Entries taken from a collection:
-- -- --

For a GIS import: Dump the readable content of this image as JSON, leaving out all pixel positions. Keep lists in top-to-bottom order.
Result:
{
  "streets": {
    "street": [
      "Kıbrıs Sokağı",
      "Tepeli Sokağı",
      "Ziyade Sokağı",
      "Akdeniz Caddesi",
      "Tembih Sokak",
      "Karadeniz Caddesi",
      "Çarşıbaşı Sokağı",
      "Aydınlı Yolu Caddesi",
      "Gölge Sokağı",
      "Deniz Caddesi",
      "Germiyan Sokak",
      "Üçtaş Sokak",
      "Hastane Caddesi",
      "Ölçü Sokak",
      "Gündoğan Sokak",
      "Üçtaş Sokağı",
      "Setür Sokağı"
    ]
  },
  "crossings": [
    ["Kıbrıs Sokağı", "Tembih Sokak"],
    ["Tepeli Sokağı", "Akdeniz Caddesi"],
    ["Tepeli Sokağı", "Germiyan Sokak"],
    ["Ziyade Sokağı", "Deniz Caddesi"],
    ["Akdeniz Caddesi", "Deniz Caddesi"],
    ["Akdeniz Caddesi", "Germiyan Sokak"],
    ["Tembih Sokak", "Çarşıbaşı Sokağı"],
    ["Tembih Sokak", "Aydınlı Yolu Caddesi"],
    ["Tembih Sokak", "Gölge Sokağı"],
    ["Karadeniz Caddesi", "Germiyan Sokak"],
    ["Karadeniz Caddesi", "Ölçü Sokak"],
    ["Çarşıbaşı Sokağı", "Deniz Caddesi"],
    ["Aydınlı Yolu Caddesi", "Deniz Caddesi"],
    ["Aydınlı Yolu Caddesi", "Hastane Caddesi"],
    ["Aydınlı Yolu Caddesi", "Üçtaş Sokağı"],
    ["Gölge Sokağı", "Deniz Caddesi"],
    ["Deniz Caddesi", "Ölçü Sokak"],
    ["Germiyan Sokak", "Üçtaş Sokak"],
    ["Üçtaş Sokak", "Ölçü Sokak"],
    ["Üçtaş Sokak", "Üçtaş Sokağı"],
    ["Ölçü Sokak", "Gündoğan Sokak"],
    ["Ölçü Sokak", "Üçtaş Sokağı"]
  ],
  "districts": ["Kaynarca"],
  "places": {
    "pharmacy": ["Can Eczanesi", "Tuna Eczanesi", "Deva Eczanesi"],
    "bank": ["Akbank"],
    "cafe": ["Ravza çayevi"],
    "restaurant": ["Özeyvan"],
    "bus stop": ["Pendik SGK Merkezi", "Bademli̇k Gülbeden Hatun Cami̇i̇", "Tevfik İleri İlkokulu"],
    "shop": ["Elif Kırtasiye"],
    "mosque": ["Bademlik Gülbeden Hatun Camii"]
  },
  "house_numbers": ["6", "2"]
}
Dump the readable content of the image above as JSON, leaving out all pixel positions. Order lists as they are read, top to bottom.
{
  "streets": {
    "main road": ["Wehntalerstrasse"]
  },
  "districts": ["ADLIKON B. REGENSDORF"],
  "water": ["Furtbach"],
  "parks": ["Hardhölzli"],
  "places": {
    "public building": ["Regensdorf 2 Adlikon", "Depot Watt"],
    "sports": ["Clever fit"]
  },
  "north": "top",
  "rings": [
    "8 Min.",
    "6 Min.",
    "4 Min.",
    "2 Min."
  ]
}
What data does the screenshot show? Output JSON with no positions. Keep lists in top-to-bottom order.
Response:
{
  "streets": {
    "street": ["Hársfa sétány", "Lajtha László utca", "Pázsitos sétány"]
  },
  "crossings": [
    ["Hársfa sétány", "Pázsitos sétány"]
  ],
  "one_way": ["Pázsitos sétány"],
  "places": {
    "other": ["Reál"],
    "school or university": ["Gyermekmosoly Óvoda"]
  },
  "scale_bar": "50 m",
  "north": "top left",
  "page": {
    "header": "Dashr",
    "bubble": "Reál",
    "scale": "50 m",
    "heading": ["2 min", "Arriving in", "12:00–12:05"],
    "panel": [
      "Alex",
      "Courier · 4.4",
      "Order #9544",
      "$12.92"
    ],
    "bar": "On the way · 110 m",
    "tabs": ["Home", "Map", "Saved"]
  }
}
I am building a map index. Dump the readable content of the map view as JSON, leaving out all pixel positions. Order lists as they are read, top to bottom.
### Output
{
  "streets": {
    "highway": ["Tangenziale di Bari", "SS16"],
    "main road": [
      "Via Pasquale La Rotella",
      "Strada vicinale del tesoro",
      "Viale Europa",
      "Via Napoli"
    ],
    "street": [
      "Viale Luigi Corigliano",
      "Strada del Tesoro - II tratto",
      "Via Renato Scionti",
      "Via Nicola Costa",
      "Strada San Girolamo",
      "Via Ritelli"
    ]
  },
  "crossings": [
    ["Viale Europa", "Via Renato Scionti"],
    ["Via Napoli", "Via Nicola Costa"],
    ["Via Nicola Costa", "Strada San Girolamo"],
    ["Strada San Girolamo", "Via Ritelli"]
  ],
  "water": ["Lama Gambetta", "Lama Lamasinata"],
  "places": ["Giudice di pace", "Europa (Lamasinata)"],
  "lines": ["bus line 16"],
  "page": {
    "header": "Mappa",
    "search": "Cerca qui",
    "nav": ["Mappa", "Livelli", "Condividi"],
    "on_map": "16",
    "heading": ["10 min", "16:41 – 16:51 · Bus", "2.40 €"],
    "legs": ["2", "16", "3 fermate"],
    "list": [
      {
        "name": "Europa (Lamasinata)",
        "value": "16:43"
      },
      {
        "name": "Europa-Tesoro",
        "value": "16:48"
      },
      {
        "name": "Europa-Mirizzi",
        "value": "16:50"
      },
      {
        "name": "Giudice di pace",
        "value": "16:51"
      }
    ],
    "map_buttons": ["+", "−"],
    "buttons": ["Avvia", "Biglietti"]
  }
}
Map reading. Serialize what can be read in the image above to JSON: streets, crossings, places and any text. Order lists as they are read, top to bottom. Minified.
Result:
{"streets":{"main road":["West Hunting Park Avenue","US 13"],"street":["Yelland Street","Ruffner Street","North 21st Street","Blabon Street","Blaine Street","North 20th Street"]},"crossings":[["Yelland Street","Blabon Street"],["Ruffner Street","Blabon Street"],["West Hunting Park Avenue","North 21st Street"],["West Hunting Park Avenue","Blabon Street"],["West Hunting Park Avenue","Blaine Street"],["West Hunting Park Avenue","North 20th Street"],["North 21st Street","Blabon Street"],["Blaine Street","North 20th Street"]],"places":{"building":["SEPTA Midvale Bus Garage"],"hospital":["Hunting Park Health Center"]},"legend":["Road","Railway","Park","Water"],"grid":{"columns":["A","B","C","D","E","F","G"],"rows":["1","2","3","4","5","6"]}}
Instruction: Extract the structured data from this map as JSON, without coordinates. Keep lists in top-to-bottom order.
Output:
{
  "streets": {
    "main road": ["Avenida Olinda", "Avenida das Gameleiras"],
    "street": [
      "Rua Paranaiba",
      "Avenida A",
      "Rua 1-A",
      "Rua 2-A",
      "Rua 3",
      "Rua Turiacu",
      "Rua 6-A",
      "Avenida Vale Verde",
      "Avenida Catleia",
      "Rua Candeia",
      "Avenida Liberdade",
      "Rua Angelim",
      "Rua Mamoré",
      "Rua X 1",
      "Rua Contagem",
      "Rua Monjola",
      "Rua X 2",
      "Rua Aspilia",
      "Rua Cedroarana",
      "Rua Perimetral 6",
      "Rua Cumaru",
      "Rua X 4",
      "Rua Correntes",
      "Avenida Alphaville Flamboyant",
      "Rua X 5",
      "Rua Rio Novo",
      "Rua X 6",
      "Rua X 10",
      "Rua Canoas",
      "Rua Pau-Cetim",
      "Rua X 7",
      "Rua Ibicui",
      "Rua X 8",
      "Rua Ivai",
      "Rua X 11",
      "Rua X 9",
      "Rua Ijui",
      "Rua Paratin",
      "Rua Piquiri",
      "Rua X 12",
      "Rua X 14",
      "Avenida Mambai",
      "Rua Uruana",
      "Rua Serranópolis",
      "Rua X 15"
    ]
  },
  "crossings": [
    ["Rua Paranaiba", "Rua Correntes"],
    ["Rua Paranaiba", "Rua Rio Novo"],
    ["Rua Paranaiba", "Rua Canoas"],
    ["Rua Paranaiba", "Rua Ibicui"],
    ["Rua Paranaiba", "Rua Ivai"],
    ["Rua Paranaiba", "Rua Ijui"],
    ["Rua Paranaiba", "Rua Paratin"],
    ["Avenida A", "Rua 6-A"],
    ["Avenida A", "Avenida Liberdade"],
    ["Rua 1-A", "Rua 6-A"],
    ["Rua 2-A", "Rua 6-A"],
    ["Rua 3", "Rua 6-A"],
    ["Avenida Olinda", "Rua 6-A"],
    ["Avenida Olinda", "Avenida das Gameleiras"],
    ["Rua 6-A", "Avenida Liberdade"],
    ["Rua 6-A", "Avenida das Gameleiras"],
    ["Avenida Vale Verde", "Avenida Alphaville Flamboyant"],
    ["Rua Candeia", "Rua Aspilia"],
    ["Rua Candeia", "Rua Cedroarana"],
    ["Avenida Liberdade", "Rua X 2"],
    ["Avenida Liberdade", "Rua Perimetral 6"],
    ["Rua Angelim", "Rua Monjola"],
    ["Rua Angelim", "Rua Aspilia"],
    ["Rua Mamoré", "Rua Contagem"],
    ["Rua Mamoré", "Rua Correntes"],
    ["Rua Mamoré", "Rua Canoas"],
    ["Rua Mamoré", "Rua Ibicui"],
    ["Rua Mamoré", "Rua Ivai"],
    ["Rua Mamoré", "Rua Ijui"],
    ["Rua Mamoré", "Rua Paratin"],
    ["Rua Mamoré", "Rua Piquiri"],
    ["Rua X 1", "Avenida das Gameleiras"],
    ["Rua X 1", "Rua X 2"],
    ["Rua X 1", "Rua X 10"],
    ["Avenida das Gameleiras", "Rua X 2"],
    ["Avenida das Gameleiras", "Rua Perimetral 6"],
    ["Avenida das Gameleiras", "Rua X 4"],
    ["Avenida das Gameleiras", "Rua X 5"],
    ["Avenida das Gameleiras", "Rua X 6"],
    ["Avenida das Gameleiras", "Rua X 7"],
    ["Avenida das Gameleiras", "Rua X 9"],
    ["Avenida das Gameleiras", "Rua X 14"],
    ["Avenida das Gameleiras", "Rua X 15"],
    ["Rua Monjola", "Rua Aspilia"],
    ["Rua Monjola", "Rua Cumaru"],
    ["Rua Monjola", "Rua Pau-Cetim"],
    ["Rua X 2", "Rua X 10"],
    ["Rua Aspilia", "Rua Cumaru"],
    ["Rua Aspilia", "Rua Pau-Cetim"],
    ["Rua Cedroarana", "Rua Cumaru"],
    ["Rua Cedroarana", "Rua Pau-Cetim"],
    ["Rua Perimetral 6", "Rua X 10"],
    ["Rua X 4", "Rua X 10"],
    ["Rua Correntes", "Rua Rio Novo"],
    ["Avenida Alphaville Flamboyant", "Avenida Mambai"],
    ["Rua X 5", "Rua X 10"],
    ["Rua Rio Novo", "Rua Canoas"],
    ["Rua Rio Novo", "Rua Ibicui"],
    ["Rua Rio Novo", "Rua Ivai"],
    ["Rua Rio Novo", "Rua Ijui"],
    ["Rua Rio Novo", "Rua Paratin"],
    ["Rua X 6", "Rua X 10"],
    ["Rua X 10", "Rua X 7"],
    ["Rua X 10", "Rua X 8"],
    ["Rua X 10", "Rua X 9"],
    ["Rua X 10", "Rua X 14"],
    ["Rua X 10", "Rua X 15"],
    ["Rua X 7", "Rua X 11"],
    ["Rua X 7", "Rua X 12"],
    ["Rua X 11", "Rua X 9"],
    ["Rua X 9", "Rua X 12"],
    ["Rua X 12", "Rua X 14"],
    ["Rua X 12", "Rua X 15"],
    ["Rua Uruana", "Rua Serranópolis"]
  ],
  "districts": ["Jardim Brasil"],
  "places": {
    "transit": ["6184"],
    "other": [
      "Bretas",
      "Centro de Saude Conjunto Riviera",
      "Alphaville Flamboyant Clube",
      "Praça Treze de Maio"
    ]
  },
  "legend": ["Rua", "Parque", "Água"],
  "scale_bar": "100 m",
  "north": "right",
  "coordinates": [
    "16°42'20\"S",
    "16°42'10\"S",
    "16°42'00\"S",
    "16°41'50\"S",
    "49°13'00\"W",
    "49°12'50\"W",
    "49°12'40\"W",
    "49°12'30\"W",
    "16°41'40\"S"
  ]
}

-- -- --

Task prompt:
Go through the data and show every line where "Verde" occurs.

Written answer:
      "Avenida Vale Verde",
    ["Avenida Vale Verde", "Avenida Alphaville Flamboyant"],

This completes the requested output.